Valentine's Day. Love it or hate it, one should always take advantage of the opportunity for eating that it provides. This eating however, particularly when cooking at home, should be simple. Gloriously simple, because there is nothing better than only doing a few things but doing them very well. Case in point: chocolate mousse.
During my culinary school days, we would make mousse after mousse after mousse, tempering the chocolate, and whipping all manner of things until we knew how to "fold through" with our eyes closed. Despite the repetition, I always considered this old-school dessert the most perfect balm for the soul. It's soft in texture yet rich in taste; being both intense and light at the same time. And if there is anything the past year has taught us, it is that this kind of indulgence is not a crime. With this recipe, everything can be whizzed in a blender and called done in no time at all. Add a few "I made extra effort" adornments and you'll have Valentine's Day sorted.

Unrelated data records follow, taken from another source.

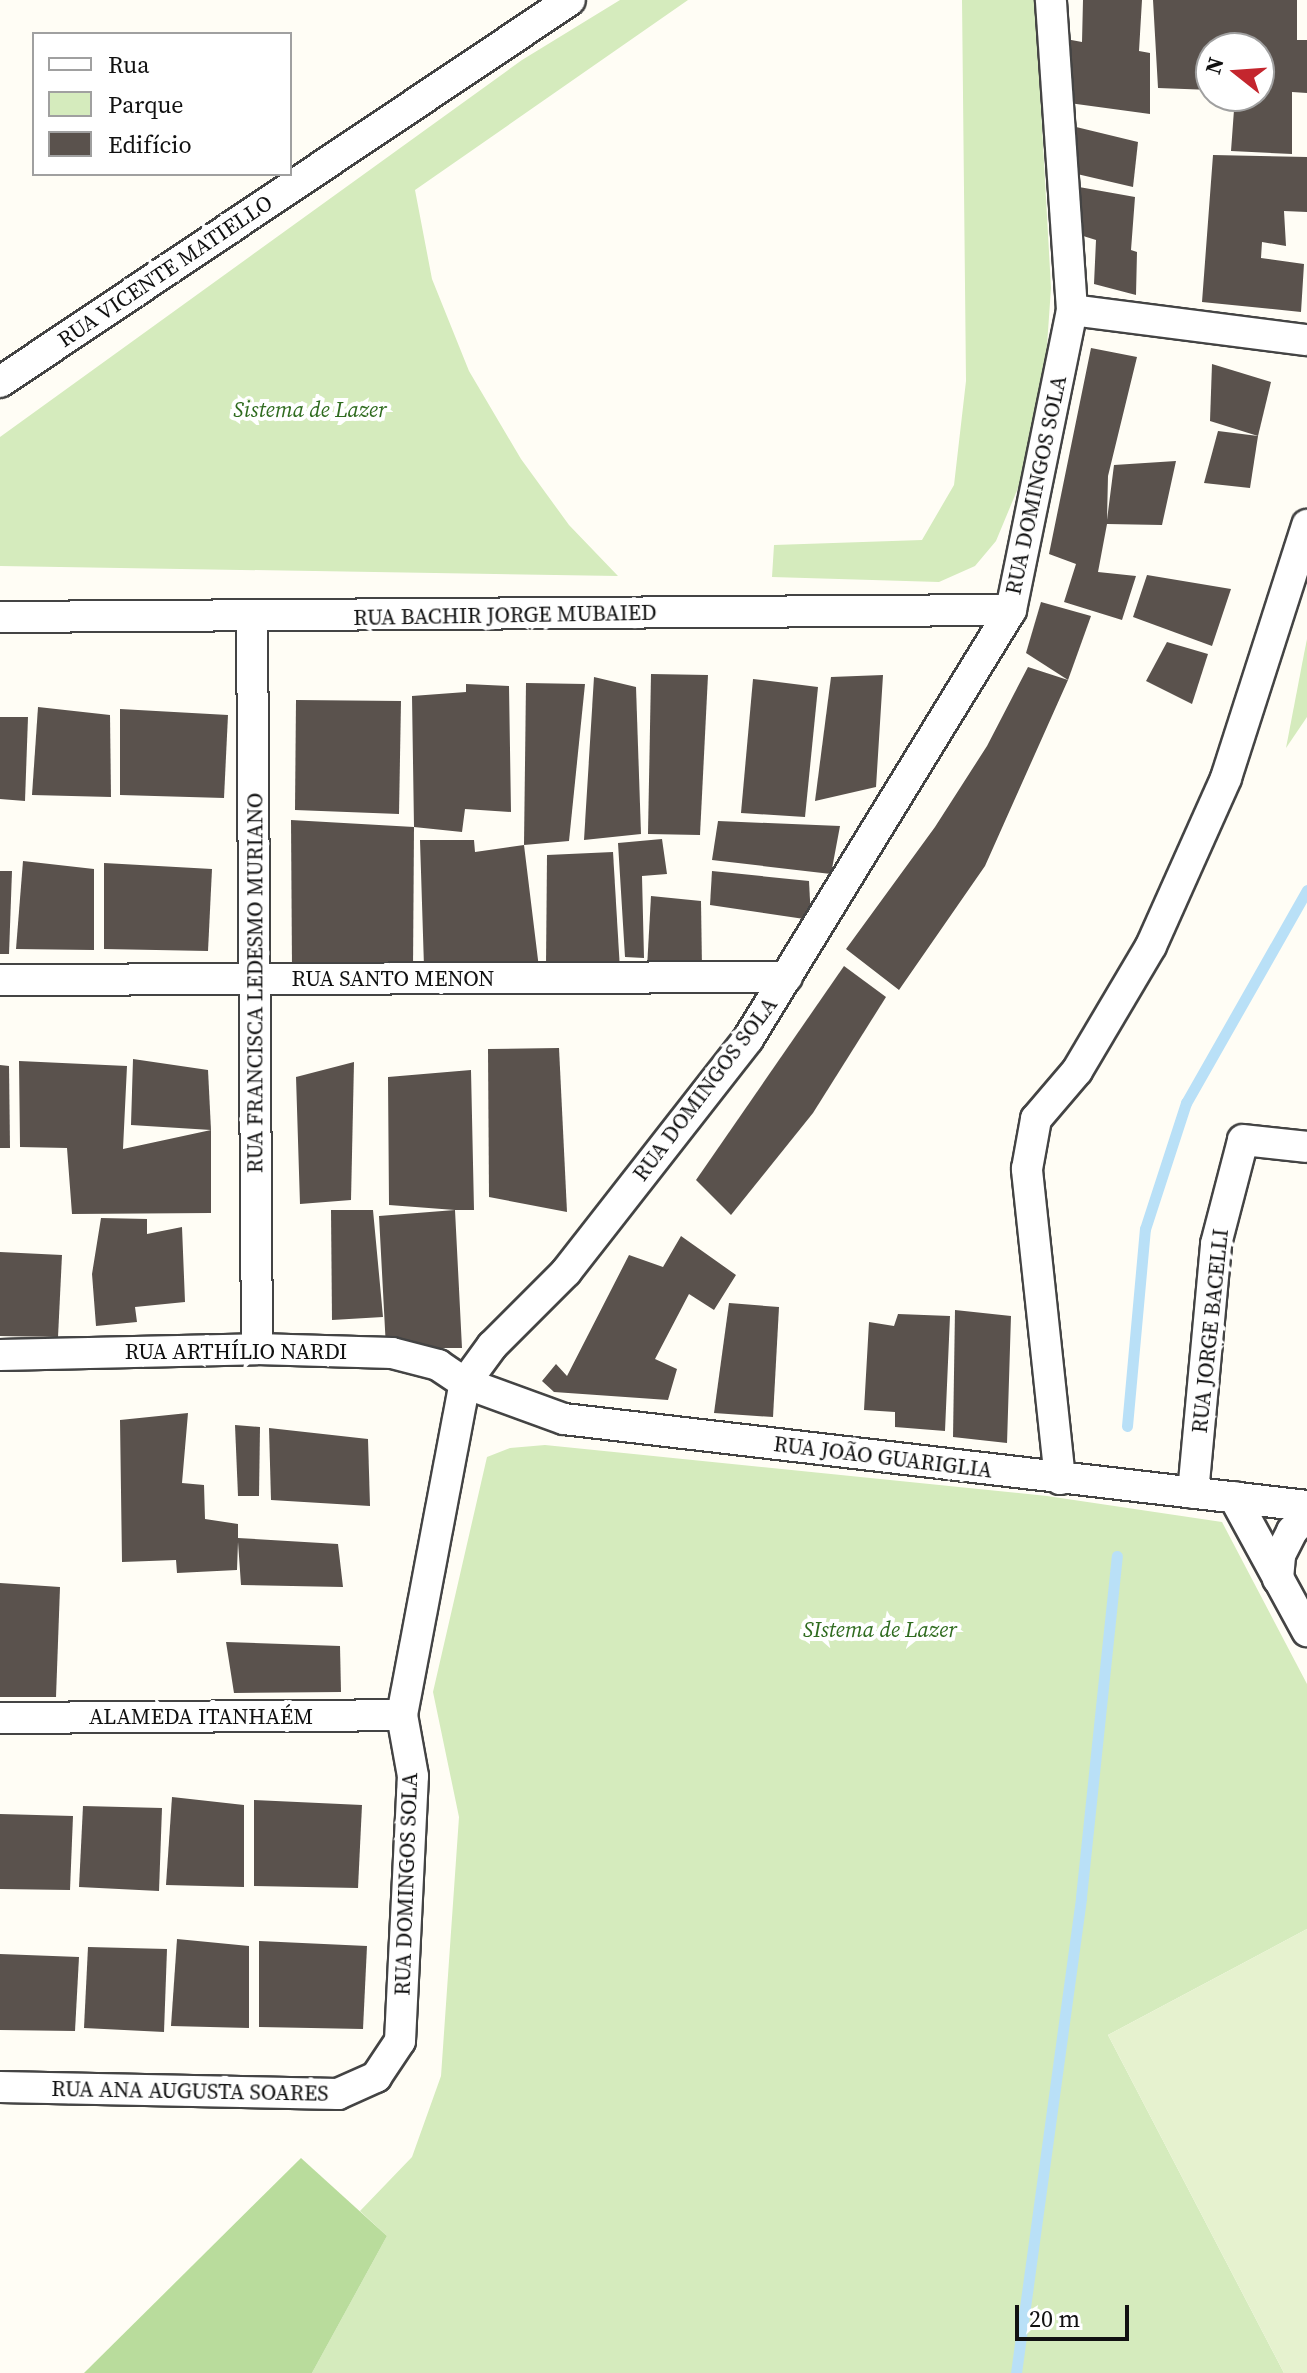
<!DOCTYPE html>
<html>
<head>
<meta charset="utf-8">
<style>
	body { margin:0 }
	#map { position:relative; width:1307px; height:2373px; overflow:hidden; background:#fffdf5; font-family:"Source Serif 4",serif }
	div>[style] { position:absolute }
	.green>* { inset:0; background:#d5ebbd }
	.forest>* { inset:0; background:#b9dc9c }
	.pitch>* { inset:0; background:#e6f2cf }
	.stream>* { height:11px; margin:-5.5px; padding:0 5.5px; transform-origin:5.5px; border-radius:5.5px; background:#b9e0f7 }
	.building>* { inset:0; background:#5a524d }
	.roads { filter:drop-shadow(2px 0 #444) drop-shadow(-2px 0 #444) drop-shadow(0 2px #444) drop-shadow(0 -2px #444) }
	.street>* { height:30px; margin:-15px; padding:0 15px; transform-origin:15px; border-radius:15px; background:#fff }
	span { translate:-50% -50%; white-space:nowrap; text-align:center; line-height:1.15; -webkit-text-stroke:8px #fff; paint-order:stroke }
	.street-label { font-size:22px; color:#111 }
	.park-label { font-size:22px; color:#2f6b1f; font-style:italic }
	.legend { position:absolute; left:32px; top:32px; width:260px; height:144px; box-sizing:border-box; background:#fff; border:2px solid #a0a0a0; margin:0; padding:10px 14px; list-style:none; font-size:24px; color:#111 }
	.legend li { display:flex; align-items:center; gap:16px; height:40px }
	.legend b { width:40px; border:2px solid #a0a0a0 }
	.north { position:absolute; left:1195px; top:32px; width:80px; height:80px; box-sizing:border-box; background:#fff; border:2px solid #a0a0a0; border-radius:50%; rotate:287deg; font-size:22px; font-weight:700; line-height:32px; text-align:center; color:#111 }
	.north::after { content:''; display:block; margin:auto; width:28px; height:36px; background:#c4262e; clip-path:polygon(50% 0,100% 100%,50% 72%,0 100%) }
	.scale { position:absolute; left:1015px; top:2305px; width:114px; height:36px; box-sizing:border-box; border:4px solid #111; border-top:0; padding-left:10px; font-size:24px; line-height:28px; white-space:nowrap; color:#111; -webkit-text-stroke:6px #fff; paint-order:stroke }
</style>
</head>
<body>
<div id="map">
	<div class="green">
		<div style="clip-path:polygon(620px 0,688px 0,415px 190px,432px 279px,469px 371px,521px 459px,569px 525px,618px 576px,0 566px,0 437px,522px 60px)"></div>
		<div style="clip-path:polygon(962px 0,1035px 0,1051px 288px,1044px 389px,1023px 476px,996px 541px,975px 566px,939px 582px,772px 577px,774px 545px,922px 540px,954px 485px,966px 381px)"></div>
		<div style="clip-path:polygon(1307px 639px,1307px 717px,1286px 748px,1304px 654px)"></div>
		<div style="clip-path:polygon(545px 1445px,1047px 1496px,1222px 1522px,1307px 1684px,1307px 1929px,1108px 2035px,1284px 2373px,312px 2373px,387px 2236px,360px 2211px,412px 2157px,441px 2076px,459px 1817px,433px 1692px,487px 1457px,510px 1448px)"></div>
	</div>
	<div class="forest">
		<div style="clip-path:polygon(301px 2158px,387px 2236px,312px 2373px,84px 2373px)"></div>
	</div>
	<div class="pitch">
		<div style="clip-path:polygon(1307px 1929px,1307px 2373px,1284px 2373px,1108px 2035px)"></div>
	</div>
	<div class="stream">
		<div style="left:1127px;top:1426px;width:198px;rotate:-84.8deg"></div>
		<div style="left:1145px;top:1229px;width:133px;rotate:-72deg"></div>
		<div style="left:1186px;top:1103px;width:245px;rotate:-60.4deg"></div>
		<div style="left:1016px;top:2373px;width:480px;rotate:-82.2deg"></div>
		<div style="left:1081px;top:1897px;width:343px;rotate:-84deg"></div>
	</div>
	<div class="building">
		<div style="clip-path:polygon(1083px 0,1142px 0,1139px 51px,1150px 53px,1150px 114px,1069px 103px,1066px 39px,1082px 42px)"></div>
		<div style="clip-path:polygon(1153px 0,1297px 0,1297px 40px,1307px 40px,1307px 93px,1292px 92px,1292px 154px,1231px 151px,1235px 96px,1259px 96px,1259px 48px,1211px 48px,1211px 90px,1158px 88px)"></div>
		<div style="clip-path:polygon(1072px 126px,1138px 142px,1133px 187px,1077px 174px)"></div>
		<div style="clip-path:polygon(1213px 155px,1307px 157px,1307px 212px,1284px 211px,1286px 246px,1262px 242px,1261px 258px,1304px 264px,1301px 312px,1202px 302px)"></div>
		<div style="clip-path:polygon(1079px 187px,1135px 197px,1131px 250px,1137px 252px,1136px 295px,1094px 284px,1096px 240px,1080px 235px)"></div>
		<div style="clip-path:polygon(1091px 348px,1137px 357px,1108px 476px,1107px 520px,1114px 465px,1176px 461px,1162px 525px,1107px 524px,1098px 572px,1136px 576px,1122px 620px,1064px 602px,1076px 564px,1049px 554px)"></div>
		<div style="clip-path:polygon(1212px 364px,1271px 382px,1258px 436px,1210px 421px)"></div>
		<div style="clip-path:polygon(1218px 431px,1258px 436px,1250px 488px,1204px 483px)"></div>
		<div style="clip-path:polygon(1147px 575px,1231px 589px,1212px 646px,1133px 617px)"></div>
		<div style="clip-path:polygon(1041px 602px,1091px 616px,1068px 680px,1026px 653px)"></div>
		<div style="clip-path:polygon(1167px 642px,1208px 654px,1192px 704px,1146px 681px)"></div>
		<div style="clip-path:polygon(1028px 667px,1068px 680px,985px 866px,899px 990px,846px 949px,935px 827px,987px 746px)"></div>
		<div style="clip-path:polygon(651px 674px,708px 675px,700px 835px,648px 834px)"></div>
		<div style="clip-path:polygon(883px 675px,876px 787px,815px 801px,831px 677px)"></div>
		<div style="clip-path:polygon(594px 677px,636px 687px,641px 834px,584px 840px)"></div>
		<div style="clip-path:polygon(753px 679px,818px 687px,805px 817px,741px 813px)"></div>
		<div style="clip-path:polygon(526px 683px,585px 684px,569px 841px,524px 845px)"></div>
		<div style="clip-path:polygon(466px 684px,509px 686px,511px 812px,465px 809px,462px 832px,414px 827px,412px 696px,466px 692px)"></div>
		<div style="clip-path:polygon(296px 700px,401px 701px,399px 814px,295px 810px)"></div>
		<div style="clip-path:polygon(38px 707px,110px 715px,111px 797px,32px 795px)"></div>
		<div style="clip-path:polygon(120px 709px,228px 715px,224px 798px,120px 795px)"></div>
		<div style="clip-path:polygon(0 717px,28px 717px,25px 801px,0 799px)"></div>
		<div style="clip-path:polygon(291px 820px,414px 827px,413px 968px,292px 968px)"></div>
		<div style="clip-path:polygon(718px 821px,840px 826px,831px 874px,712px 860px)"></div>
		<div style="clip-path:polygon(662px 839px,667px 874px,642px 876px,644px 958px,625px 957px,618px 843px)"></div>
		<div style="clip-path:polygon(420px 840px,474px 840px,475px 852px,524px 845px,539px 968px,424px 967px)"></div>
		<div style="clip-path:polygon(613px 852px,620px 970px,546px 966px,547px 855px)"></div>
		<div style="clip-path:polygon(23px 861px,94px 869px,94px 950px,16px 949px)"></div>
		<div style="clip-path:polygon(104px 863px,212px 869px,208px 951px,104px 949px)"></div>
		<div style="clip-path:polygon(0 871px,12px 871px,9px 954px,0 954px)"></div>
		<div style="clip-path:polygon(712px 871px,809px 881px,811px 920px,710px 905px)"></div>
		<div style="clip-path:polygon(651px 896px,701px 901px,702px 969px,647px 968px)"></div>
		<div style="clip-path:polygon(844px 966px,886px 997px,813px 1113px,731px 1215px,696px 1180px)"></div>
		<div style="clip-path:polygon(559px 1048px,567px 1212px,489px 1197px,488px 1049px)"></div>
		<div style="clip-path:polygon(133px 1059px,208px 1070px,211px 1130px,131px 1125px)"></div>
		<div style="clip-path:polygon(19px 1061px,127px 1066px,123px 1149px,211px 1130px,211px 1213px,72px 1214px,67px 1148px,20px 1147px)"></div>
		<div style="clip-path:polygon(354px 1062px,351px 1200px,300px 1204px,296px 1077px)"></div>
		<div style="clip-path:polygon(0 1065px,9px 1066px,10px 1148px,0 1148px)"></div>
		<div style="clip-path:polygon(471px 1070px,474px 1210px,455px 1210px,462px 1348px,386px 1348px,379px 1216px,455px 1210px,389px 1205px,388px 1077px)"></div>
		<div style="clip-path:polygon(331px 1210px,373px 1210px,383px 1317px,332px 1320px)"></div>
		<div style="clip-path:polygon(101px 1218px,147px 1219px,147px 1234px,182px 1227px,185px 1302px,135px 1307px,137px 1322px,96px 1326px,92px 1274px)"></div>
		<div style="clip-path:polygon(681px 1236px,736px 1275px,714px 1310px,689px 1294px,655px 1359px,677px 1369px,668px 1400px,554px 1392px,542px 1381px,556px 1364px,567px 1376px,629px 1255px,663px 1267px)"></div>
		<div style="clip-path:polygon(0 1252px,62px 1255px,58px 1337px,0 1336px)"></div>
		<div style="clip-path:polygon(729px 1303px,779px 1307px,773px 1417px,714px 1413px)"></div>
		<div style="clip-path:polygon(955px 1310px,1011px 1316px,1007px 1443px,953px 1437px)"></div>
		<div style="clip-path:polygon(898px 1314px,950px 1316px,945px 1431px,895px 1427px,895px 1412px,864px 1410px,869px 1322px,894px 1326px)"></div>
		<div style="clip-path:polygon(188px 1413px,182px 1483px,204px 1485px,205px 1519px,238px 1524px,238px 1538px,338px 1544px,343px 1587px,241px 1585px,238px 1542px,237px 1570px,177px 1573px,176px 1560px,122px 1562px,120px 1420px)"></div>
		<div style="clip-path:polygon(235px 1425px,260px 1427px,259px 1496px,238px 1496px)"></div>
		<div style="clip-path:polygon(269px 1428px,368px 1439px,370px 1506px,271px 1500px)"></div>
		<div style="clip-path:polygon(0 1583px,60px 1587px,56px 1697px,0 1697px)"></div>
		<div style="clip-path:polygon(226px 1642px,340px 1646px,341px 1692px,234px 1693px)"></div>
		<div style="clip-path:polygon(172px 1797px,244px 1805px,244px 1887px,166px 1885px)"></div>
		<div style="clip-path:polygon(254px 1800px,362px 1805px,358px 1888px,254px 1886px)"></div>
		<div style="clip-path:polygon(83px 1806px,162px 1808px,159px 1891px,79px 1887px)"></div>
		<div style="clip-path:polygon(0 1814px,73px 1816px,70px 1890px,0 1889px)"></div>
		<div style="clip-path:polygon(177px 1939px,249px 1946px,249px 2028px,171px 2026px)"></div>
		<div style="clip-path:polygon(259px 1941px,367px 1946px,363px 2029px,259px 2027px)"></div>
		<div style="clip-path:polygon(88px 1947px,167px 1949px,164px 2032px,84px 2028px)"></div>
		<div style="clip-path:polygon(0 1954px,79px 1957px,75px 2031px,0 2030px)"></div>
	</div>
	<div class="roads">
		<div class="street">
			<div style="left:1072px;top:310px;width:237px;rotate:7.3deg"></div>
			<div style="left:0;top:382px;width:686px;rotate:-33.83deg"></div>
			<div style="left:0;top:617px;width:1011px;rotate:-0.4deg"></div>
			<div style="left:252px;top:618px;width:731px;rotate:89.61deg"></div>
			<div style="left:0;top:980px;width:787px;rotate:-0.22deg"></div>
			<div style="left:0;top:1355px;width:257px;rotate:-1.3deg"></div>
			<div style="left:257px;top:1349px;width:135px;rotate:1.7deg"></div>
			<div style="left:392px;top:1353px;width:48px;rotate:14.6deg"></div>
			<div style="left:438px;top:1365px;width:32px;rotate:34deg"></div>
			<div style="left:465px;top:1383px;width:105px;rotate:20deg"></div>
			<div style="left:564px;top:1419px;width:748px;rotate:6.68deg"></div>
			<div style="left:1060px;top:1479px;width:312px;rotate:-96.1deg"></div>
			<div style="left:1027px;top:1169px;width:51px;rotate:-79.8deg"></div>
			<div style="left:1036px;top:1119px;width:63px;rotate:-49.5deg"></div>
			<div style="left:1077px;top:1071px;width:145px;rotate:-59.4deg"></div>
			<div style="left:1151px;top:946px;width:184px;rotate:-65.9deg"></div>
			<div style="left:1226px;top:778px;width:266px;rotate:-72.2deg"></div>
			<div style="left:1193px;top:1493px;width:250px;rotate:-84.7deg"></div>
			<div style="left:1216px;top:1244px;width:107px;rotate:-75.4deg"></div>
			<div style="left:1243px;top:1140px;width:64px;rotate:6.2deg"></div>
			<div style="left:1234px;top:1497px;width:153px;rotate:61.4deg"></div>
			<div style="left:1278px;top:1579px;width:24px;rotate:-85deg"></div>
			<div style="left:1280px;top:1555px;width:27px;rotate:-63deg"></div>
			<div style="left:1292px;top:1531px;width:21px;rotate:-45deg"></div>
			<div style="left:0;top:1718px;width:402px;rotate:-0.4deg"></div>
			<div style="left:0;top:2087px;width:338px;rotate:1.2deg"></div>
			<div style="left:338px;top:2094px;width:42px;rotate:-24.1deg"></div>
			<div style="left:376px;top:2077px;width:43px;rotate:-56.3deg"></div>
			<div style="left:400px;top:2041px;width:265px;rotate:-87.2deg"></div>
			<div style="left:413px;top:1776px;width:62px;rotate:-100.2deg"></div>
			<div style="left:402px;top:1715px;width:338px;rotate:-79.3deg"></div>
			<div style="left:465px;top:1383px;width:46px;rotate:-53.9deg"></div>
			<div style="left:492px;top:1346px;width:105px;rotate:-45deg"></div>
			<div style="left:566px;top:1272px;width:296px;rotate:-52deg"></div>
			<div style="left:748px;top:1039px;width:503px;rotate:-58.49deg"></div>
			<div style="left:1011px;top:610px;width:306px;rotate:-78.5deg"></div>
			<div style="left:1072px;top:310px;width:311px;rotate:-93.9deg"></div>
		</div>
	</div>
	<div class="street-label">
		<span style="left:165px;top:271px;rotate:-34deg">RUA VICENTE MATIELLO</span>
		<span style="left:1036px;top:485px;rotate:-78deg">RUA DOMINGOS SOLA</span>
		<span style="left:505px;top:615px;rotate:-1deg">RUA BACHIR JORGE MUBAIED</span>
		<span style="left:393px;top:979px">RUA SANTO MENON</span>
		<span style="left:255px;top:983px;rotate:-90deg">RUA FRANCISCA LEDESMO MURIANO</span>
		<span style="left:705px;top:1089px;rotate:-53deg">RUA DOMINGOS SOLA</span>
		<span style="left:1210px;top:1331px;rotate:-84deg">RUA JORGE BACELLI</span>
		<span style="left:236px;top:1352px">RUA ARTHÍLIO NARDI</span>
		<span style="left:883px;top:1457px;rotate:7deg">RUA JOÃO GUARIGLIA</span>
		<span style="left:201px;top:1717px">ALAMEDA ITANHAÉM</span>
		<span style="left:406px;top:1884px;rotate:-88deg">RUA DOMINGOS SOLA</span>
		<span style="left:190px;top:2091px;rotate:1deg">RUA ANA AUGUSTA SOARES</span>
	</div>
	<div class="park-label">
		<span style="left:310px;top:410px">Sistema de Lazer</span>
		<span style="left:880px;top:1630px">SIstema de Lazer</span>
	</div>
	<ul class="legend">
	<li><b style="height:10px;background:#fff"></b>Rua</li>
	<li><b style="height:22px;background:#d5ebbd"></b>Parque</li>
	<li><b style="height:22px;background:#5a524d"></b>Edifício</li>
	</ul>
	<div class="north">N</div>
	<div class="scale">20 m</div>
</div>
</body>
</html>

This makes about five serves – I'm not about to divide an egg for the sake of serving sizes – and this is the kind of leftovers one should have lurking in the fridge, ready for when the need for something sweet comes calling.
I haven't added any additional sweetness to the mousse because I am presuming you will add a little razzle to decorate it, but if you prefer to serve the mousse plain, you could add about a tablespoon of maple syrup after you add the hot water.
Basic blender mousse
- 1 egg, room temperature
- 225g semisweet dark chocolate (about 70 per cent cocoa and excellent quality – this is not the time for cheap chocolate chips), broken into pieces
- 2 heaped tsp vanilla bean paste
- ¼ cup boiling water
- 275ml thickened cream, divided
- pinch sea salt
- Add the egg, chocolate and vanilla to a blender. Boil the kettle and pour ¼ cup of boiling water over the chocolate mixture and immediately begin to blend. The chocolate should begin to melt.
- Meanwhile, add half the cream to a saucepan and heat gently.
- Once the cream is warm (not boiling, just warm), pour the cream slowly into the top of the blender, add the salt and blend for 1 minute. The mixture should be creamy and smooth, with no pieces of chocolate remaining.
- Add the remaining cream to a bowl and whisk to soft peaks, then gently fold the chocolate mixture through until incorporated. Pour into serving vessel or vessels, cover and place in the fridge for at least 1 hour. (If you can't be bothered whipping the cream, just pour the cold cream into the blender mixture and give it a pulse for about 30 seconds or until incorporated. You will still get an excellent mousse; it just won't be as light as if you whisked the remaining cream first.)
- Add your desired toppings (see below) just before serving.
Serves about 5 (or 2 with plenty of leftovers)
Arrange a mixture of chocolate-covered freeze-dried or dried fruits on the surface of the mousse, and add a combination of dried flowers, fresh edible flowers and crisp chocolate pearls. A quick trip to a specialist grocer should sort you for most of these lavish adornments.
Turkish delight and halva crumble
Add 1½ teaspoons of ground cardamom to the mousse mixture, stirring through to evenly distribute. Top the set mousse with a sliver of Turkish delight, some crumbled halva and a sprinkle of freeze-dried raspberries or strawberries.
Dark 'n' stormy
For those who like taking rich and decadent to the extreme, add a scoop of dulce de leche caramel, a few chunks of honeycomb, shards of waffle cone and white chocolate shavings.
Mix some cornflakes and melted white chocolate and allow to set, then break the crisp crumble into chunks and use it to top your mousse, adding some fresh and freeze-dried berries, and chocolate wafers.